Opinion | In fighting woke politics, censorship is not the answer – By Ethan Blevins and Daniel Ortner (The Hill) / Aug 15, 2022
Laws barring businesses and schools from teaching anti-racist ideas, such as Florida’s Stop WOKE Act, mimic the same intolerance displayed by woke progressives. The better path is to encourage open debate, not censorship.
The Stop WOKE Act prevents businesses, schools and other institutions from subjecting students and employees to training or teachings that promote various anti-racist ideas. These include the idea that a “person, by virtue of his race, color, national origin or sex is inherently racist, sexist, or oppressive, whether consciously or unconsciously” and the idea that “virtues such as merit, excellence, hard work, fairness, neutrality, objectivity and racial colorblindness are racist or sexist, or were created by members of a particular [group] to oppress members of another [group].”

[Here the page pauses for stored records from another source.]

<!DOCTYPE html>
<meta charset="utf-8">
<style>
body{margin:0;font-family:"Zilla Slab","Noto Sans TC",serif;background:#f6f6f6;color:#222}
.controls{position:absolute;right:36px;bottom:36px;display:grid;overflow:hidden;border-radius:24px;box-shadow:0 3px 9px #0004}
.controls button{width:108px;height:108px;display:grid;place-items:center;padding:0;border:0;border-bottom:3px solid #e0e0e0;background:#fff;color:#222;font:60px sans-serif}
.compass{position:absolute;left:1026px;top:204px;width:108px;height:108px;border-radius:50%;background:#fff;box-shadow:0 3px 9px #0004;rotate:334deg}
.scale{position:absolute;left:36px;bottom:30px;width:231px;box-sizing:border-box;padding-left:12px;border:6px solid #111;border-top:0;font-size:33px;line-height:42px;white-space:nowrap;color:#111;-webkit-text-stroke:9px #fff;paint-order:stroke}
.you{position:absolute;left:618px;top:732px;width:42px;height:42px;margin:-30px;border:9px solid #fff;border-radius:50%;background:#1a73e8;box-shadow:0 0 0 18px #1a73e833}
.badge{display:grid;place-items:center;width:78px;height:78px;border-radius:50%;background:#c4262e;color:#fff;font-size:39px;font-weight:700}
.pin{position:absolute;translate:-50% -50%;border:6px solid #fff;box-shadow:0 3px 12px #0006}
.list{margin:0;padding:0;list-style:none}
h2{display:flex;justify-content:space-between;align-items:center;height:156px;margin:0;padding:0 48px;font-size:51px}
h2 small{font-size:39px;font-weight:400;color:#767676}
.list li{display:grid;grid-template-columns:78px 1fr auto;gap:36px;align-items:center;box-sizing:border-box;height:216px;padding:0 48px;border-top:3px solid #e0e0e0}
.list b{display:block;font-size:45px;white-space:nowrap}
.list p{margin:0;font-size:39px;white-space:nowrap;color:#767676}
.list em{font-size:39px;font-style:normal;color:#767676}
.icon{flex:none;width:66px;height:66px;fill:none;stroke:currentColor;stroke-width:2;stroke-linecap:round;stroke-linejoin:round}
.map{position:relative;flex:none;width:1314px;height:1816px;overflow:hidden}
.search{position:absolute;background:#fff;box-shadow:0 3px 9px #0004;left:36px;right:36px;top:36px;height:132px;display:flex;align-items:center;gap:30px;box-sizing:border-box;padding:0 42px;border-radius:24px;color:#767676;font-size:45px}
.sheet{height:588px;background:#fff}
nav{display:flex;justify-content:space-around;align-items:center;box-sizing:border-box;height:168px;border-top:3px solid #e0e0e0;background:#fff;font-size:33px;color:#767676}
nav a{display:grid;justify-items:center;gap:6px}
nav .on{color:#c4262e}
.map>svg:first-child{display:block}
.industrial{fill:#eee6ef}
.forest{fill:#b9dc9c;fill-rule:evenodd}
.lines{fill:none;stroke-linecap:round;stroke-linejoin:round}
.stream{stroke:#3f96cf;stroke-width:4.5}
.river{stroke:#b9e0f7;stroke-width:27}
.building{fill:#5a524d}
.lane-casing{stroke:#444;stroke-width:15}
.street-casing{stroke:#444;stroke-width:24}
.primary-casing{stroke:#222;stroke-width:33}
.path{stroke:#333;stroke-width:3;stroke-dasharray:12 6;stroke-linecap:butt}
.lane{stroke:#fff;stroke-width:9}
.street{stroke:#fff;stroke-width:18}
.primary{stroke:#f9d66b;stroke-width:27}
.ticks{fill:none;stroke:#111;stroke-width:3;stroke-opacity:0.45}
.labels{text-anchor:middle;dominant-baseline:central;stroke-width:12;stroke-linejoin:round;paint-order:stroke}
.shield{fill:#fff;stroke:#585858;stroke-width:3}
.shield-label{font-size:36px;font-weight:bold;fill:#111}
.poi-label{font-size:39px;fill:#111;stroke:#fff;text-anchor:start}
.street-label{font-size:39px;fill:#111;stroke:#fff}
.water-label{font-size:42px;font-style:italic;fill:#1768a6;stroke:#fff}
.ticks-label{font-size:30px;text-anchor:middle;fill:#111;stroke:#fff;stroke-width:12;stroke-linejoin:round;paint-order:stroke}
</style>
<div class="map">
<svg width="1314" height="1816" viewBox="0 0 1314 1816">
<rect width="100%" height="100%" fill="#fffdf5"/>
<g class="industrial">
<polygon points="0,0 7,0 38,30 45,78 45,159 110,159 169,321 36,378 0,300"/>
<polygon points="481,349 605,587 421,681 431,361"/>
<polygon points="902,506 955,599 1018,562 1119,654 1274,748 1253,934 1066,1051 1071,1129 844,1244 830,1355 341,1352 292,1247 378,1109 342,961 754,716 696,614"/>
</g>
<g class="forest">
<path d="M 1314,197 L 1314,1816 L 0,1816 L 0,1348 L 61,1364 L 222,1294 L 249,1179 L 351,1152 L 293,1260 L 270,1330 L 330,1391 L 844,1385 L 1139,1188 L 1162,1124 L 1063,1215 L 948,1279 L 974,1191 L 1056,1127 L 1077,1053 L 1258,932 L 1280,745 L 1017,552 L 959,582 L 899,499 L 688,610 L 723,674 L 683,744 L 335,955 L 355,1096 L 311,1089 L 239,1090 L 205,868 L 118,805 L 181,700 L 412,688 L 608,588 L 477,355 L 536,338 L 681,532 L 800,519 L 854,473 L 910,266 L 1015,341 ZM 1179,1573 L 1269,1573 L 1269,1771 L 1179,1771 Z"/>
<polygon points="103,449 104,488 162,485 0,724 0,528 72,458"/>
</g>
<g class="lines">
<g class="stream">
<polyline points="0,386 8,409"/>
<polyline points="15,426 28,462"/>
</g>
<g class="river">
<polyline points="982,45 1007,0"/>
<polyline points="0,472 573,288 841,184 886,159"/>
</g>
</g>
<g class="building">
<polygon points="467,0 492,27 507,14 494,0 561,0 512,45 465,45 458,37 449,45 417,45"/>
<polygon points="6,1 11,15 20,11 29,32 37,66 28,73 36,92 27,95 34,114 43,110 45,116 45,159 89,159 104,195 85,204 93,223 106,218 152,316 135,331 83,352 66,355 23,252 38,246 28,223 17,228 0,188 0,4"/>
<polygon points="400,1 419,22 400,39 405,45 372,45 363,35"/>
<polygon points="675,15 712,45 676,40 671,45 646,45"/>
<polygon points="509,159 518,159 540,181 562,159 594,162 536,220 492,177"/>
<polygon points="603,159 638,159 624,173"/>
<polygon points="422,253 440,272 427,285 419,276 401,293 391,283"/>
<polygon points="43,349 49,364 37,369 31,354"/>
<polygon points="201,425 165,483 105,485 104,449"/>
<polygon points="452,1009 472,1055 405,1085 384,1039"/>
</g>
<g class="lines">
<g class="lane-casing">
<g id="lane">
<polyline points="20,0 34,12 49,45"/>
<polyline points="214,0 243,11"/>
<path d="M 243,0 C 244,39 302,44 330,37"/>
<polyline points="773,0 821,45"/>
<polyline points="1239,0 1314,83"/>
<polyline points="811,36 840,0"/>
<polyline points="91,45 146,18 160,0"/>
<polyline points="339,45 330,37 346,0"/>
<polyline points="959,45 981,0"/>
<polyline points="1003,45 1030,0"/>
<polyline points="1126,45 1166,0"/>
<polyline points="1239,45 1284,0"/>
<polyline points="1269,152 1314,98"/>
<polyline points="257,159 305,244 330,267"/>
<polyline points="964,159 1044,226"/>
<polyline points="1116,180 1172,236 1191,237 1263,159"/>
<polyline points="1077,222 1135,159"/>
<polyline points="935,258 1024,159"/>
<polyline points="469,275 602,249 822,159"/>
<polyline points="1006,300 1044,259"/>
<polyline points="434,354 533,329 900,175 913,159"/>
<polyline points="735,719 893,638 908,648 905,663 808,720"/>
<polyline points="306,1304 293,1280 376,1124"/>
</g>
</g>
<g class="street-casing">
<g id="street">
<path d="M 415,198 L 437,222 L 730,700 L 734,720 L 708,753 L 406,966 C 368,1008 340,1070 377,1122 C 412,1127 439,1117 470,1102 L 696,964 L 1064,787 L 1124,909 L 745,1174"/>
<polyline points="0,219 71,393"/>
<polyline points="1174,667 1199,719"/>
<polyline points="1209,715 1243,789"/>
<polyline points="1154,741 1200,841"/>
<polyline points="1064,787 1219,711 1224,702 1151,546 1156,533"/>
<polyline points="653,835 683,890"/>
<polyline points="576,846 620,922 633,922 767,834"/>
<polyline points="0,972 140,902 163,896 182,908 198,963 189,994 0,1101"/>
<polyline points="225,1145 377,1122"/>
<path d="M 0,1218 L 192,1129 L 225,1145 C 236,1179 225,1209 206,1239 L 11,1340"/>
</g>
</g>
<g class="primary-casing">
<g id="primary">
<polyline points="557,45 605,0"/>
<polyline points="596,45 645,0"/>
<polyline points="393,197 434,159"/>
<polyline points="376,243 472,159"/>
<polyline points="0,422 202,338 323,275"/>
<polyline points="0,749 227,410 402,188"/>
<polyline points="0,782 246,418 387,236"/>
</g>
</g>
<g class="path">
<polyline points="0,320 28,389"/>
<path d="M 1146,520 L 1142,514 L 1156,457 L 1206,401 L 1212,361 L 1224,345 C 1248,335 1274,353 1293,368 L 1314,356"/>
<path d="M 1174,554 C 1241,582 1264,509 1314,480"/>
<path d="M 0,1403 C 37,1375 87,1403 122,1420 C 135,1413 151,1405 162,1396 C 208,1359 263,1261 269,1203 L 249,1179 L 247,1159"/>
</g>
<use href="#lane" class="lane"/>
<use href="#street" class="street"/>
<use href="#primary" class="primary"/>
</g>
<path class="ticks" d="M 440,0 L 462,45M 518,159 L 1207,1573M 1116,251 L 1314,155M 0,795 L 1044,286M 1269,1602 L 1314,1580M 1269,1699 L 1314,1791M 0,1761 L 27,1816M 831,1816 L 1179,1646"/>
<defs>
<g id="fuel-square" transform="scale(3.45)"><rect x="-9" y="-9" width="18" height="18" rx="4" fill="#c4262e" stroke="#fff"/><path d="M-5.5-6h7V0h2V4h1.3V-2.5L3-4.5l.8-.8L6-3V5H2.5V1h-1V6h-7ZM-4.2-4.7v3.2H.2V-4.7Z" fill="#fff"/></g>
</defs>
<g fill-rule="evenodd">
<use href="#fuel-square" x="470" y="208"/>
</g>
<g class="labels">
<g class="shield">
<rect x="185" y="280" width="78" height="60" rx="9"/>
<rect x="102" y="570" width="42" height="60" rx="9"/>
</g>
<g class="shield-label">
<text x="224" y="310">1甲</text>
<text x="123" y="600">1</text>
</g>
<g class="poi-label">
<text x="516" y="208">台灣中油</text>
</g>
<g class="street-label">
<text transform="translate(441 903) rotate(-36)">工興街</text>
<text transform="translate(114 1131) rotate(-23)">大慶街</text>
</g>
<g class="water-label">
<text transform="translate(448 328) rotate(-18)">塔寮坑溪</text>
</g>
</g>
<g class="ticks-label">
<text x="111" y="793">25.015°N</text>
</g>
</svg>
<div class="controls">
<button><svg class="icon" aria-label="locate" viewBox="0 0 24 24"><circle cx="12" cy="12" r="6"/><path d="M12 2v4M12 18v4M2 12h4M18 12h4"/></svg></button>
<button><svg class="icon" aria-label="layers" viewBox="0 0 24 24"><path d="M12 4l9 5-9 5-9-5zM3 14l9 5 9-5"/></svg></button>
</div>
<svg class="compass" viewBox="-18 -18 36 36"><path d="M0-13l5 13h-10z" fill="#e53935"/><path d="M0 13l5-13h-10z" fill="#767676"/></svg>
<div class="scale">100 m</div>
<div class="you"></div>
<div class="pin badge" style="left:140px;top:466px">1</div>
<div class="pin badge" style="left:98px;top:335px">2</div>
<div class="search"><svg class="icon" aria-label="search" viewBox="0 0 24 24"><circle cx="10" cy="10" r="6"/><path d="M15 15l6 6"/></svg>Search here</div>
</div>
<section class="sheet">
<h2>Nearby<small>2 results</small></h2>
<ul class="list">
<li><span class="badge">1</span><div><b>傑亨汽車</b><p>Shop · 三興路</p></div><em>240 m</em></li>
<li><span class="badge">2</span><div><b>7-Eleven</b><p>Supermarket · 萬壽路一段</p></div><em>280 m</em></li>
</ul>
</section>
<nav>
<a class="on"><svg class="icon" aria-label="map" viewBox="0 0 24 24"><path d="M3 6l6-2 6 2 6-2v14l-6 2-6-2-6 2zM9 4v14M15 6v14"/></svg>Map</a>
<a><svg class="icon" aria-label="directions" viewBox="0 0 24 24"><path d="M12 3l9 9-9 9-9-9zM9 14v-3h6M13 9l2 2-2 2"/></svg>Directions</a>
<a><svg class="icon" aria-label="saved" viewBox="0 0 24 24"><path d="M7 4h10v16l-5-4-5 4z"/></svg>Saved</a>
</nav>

Under the law, teachers cannot teach these ideas to students, businesses cannot impose training that promotes these ideas, and licensing institutions or membership associations cannot require such training as a condition of a license or membership.
The ideas that Florida seeks to suppress are bad. The peddlers of wokism sow discrimination and division, blacklist dissenters, and scorn individual freedom. But we should not fight this illiberalism with more illiberalism. The Stop WOKE Act would trample free speech in its enthusiasm to oppose bad ideas.